Polished Crankcase
Don’t do it. Not if you intend to drive the vehicle. If it’s something for display, feel free to polish it to a nice shine. A coat of clear laquer will preserve the polish for about a year.
But if you intend to drive the vehicle, give the cleaned, deburred crankcase one final wash with hot soapy water followed by a boiling water rinse and allow it to air-dry. A touch of compressed air through the oil passages would be wise (and I assume all plugs are out).
Your clean, dry case should be protected with a thin coat of flat black paint on its exterior surfaces. Do not use a hi-temp paint as the high clay or eutectic metallic content that gives such paints their high-temperature qualities acts as a thermal insulator. What you want is a surface that will radiate heat. Polished surfaces reflect heat. If you polish your crankcase it will run considerably hotter than normal.

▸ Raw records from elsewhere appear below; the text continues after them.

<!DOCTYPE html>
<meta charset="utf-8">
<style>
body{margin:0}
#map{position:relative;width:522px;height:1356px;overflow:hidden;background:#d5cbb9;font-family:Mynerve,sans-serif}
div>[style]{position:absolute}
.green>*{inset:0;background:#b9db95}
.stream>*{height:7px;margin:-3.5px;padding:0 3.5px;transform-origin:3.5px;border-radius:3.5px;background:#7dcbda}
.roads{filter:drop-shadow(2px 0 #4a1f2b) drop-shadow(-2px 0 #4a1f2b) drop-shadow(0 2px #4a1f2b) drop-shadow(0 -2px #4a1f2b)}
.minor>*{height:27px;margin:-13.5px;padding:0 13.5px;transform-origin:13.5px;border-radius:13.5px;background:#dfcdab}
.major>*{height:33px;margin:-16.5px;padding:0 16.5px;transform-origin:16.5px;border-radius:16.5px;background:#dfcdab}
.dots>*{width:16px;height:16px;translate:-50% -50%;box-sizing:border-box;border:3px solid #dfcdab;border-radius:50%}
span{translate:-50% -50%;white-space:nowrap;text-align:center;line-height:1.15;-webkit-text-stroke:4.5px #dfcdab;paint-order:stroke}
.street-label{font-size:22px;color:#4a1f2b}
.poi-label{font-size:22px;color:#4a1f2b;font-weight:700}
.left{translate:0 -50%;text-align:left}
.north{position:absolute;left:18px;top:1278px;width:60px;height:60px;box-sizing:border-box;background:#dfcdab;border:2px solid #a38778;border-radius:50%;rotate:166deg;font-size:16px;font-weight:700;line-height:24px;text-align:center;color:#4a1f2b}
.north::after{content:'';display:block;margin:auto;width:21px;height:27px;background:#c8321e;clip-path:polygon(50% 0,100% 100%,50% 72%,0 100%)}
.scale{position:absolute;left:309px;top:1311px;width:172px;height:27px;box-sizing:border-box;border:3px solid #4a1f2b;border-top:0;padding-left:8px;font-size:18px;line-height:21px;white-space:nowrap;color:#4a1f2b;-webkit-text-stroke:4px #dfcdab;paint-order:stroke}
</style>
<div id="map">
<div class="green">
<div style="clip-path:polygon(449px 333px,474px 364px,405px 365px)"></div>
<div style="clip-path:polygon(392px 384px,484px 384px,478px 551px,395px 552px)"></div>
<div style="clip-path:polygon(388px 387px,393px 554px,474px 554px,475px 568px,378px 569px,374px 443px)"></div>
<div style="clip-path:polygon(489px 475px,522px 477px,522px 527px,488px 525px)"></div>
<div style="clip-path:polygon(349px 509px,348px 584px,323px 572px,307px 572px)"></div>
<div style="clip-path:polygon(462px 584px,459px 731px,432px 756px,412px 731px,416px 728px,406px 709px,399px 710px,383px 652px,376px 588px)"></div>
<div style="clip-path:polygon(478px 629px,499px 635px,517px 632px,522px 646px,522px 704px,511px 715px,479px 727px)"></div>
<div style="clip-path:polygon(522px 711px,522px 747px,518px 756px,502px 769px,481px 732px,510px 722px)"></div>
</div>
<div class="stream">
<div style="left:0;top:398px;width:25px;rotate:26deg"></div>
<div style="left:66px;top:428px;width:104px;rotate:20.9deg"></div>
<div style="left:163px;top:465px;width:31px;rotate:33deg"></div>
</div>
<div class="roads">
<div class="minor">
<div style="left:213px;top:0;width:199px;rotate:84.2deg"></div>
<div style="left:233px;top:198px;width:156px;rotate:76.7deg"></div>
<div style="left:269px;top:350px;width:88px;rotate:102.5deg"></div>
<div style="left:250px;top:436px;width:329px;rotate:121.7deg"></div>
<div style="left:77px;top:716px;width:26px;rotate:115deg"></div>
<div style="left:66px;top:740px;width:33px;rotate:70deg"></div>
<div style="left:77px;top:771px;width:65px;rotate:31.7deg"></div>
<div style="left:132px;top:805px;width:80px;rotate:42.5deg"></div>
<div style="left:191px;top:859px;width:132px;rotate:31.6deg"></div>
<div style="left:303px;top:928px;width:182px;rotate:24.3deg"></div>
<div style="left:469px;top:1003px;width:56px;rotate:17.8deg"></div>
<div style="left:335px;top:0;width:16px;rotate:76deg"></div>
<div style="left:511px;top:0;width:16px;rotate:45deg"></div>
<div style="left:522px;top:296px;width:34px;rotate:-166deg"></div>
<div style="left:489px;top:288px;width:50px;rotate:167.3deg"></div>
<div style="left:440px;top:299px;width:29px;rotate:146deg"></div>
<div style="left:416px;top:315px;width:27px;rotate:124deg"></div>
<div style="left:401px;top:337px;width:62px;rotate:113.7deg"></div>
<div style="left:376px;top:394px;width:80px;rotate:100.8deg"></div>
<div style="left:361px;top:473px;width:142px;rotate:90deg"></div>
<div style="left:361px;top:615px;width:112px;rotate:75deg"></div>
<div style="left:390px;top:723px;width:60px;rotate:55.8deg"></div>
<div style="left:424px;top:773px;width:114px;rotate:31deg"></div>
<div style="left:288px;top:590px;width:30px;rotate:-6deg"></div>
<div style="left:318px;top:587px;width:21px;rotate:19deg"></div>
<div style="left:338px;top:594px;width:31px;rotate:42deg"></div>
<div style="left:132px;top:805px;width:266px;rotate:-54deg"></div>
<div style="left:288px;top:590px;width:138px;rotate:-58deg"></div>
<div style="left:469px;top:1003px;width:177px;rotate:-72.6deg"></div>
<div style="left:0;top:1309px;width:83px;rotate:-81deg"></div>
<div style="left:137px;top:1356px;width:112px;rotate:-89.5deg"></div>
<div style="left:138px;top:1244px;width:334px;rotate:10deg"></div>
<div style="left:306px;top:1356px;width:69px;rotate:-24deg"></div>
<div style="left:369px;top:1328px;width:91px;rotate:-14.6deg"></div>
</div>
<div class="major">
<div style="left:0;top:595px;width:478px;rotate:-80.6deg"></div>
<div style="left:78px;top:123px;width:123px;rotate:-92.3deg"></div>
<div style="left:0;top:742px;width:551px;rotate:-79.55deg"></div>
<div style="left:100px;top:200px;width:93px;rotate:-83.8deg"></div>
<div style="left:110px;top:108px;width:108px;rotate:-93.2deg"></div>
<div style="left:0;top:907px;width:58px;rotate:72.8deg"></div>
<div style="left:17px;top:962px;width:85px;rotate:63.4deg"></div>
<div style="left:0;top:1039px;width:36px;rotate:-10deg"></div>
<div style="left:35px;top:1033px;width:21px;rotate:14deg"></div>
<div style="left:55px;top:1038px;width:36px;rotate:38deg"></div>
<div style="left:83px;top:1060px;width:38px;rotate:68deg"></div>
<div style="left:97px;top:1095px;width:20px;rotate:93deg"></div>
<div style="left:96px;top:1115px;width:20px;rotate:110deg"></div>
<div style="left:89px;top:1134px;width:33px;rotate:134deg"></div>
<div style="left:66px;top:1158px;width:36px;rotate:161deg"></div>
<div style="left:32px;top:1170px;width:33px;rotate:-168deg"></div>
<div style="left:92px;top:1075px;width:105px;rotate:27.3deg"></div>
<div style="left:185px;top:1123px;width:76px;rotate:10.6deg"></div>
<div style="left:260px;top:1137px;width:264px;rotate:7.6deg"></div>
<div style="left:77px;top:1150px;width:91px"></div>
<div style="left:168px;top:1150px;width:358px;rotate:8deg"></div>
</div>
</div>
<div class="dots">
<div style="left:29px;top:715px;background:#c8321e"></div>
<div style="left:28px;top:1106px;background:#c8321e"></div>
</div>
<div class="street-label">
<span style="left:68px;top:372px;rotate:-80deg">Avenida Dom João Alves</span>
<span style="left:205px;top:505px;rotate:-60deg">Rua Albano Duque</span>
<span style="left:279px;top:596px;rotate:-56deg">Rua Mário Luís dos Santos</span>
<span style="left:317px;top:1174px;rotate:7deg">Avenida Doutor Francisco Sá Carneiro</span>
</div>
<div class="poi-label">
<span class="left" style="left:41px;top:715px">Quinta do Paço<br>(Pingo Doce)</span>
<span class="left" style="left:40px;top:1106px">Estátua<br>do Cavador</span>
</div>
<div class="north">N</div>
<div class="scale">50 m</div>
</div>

This isn’t an automotive hints & kinks sort of thing, it’s simple physics. Veedub drivers in cold climates have long known the benefit of chrome plated valve covers and push-rod tubes. The heat-reflective surfaces cause the engine to run from ten to thirty degrees hotter.
The original Volkswagen engines (1935-37) was designed for a service life of 100,000 km; it didn’t even have replaceable bearing shells. But through the use of full-flow oil filtration systems the service life of a properly assembled VW engine can exceed 300,000 km, which means the engine may be exposed to the elements for 20 years or more, and that justifies a protective coat of paint.
Flat black paint is virtually transparent to heat radiation. Giving your crankcase, push-rod tubes and valve covers a coat of flat black paint atop bare metal actually promotes engine cooling. One of the quickest ways to spot a professionally built engine is from its somber flat-and matte-black surfaces.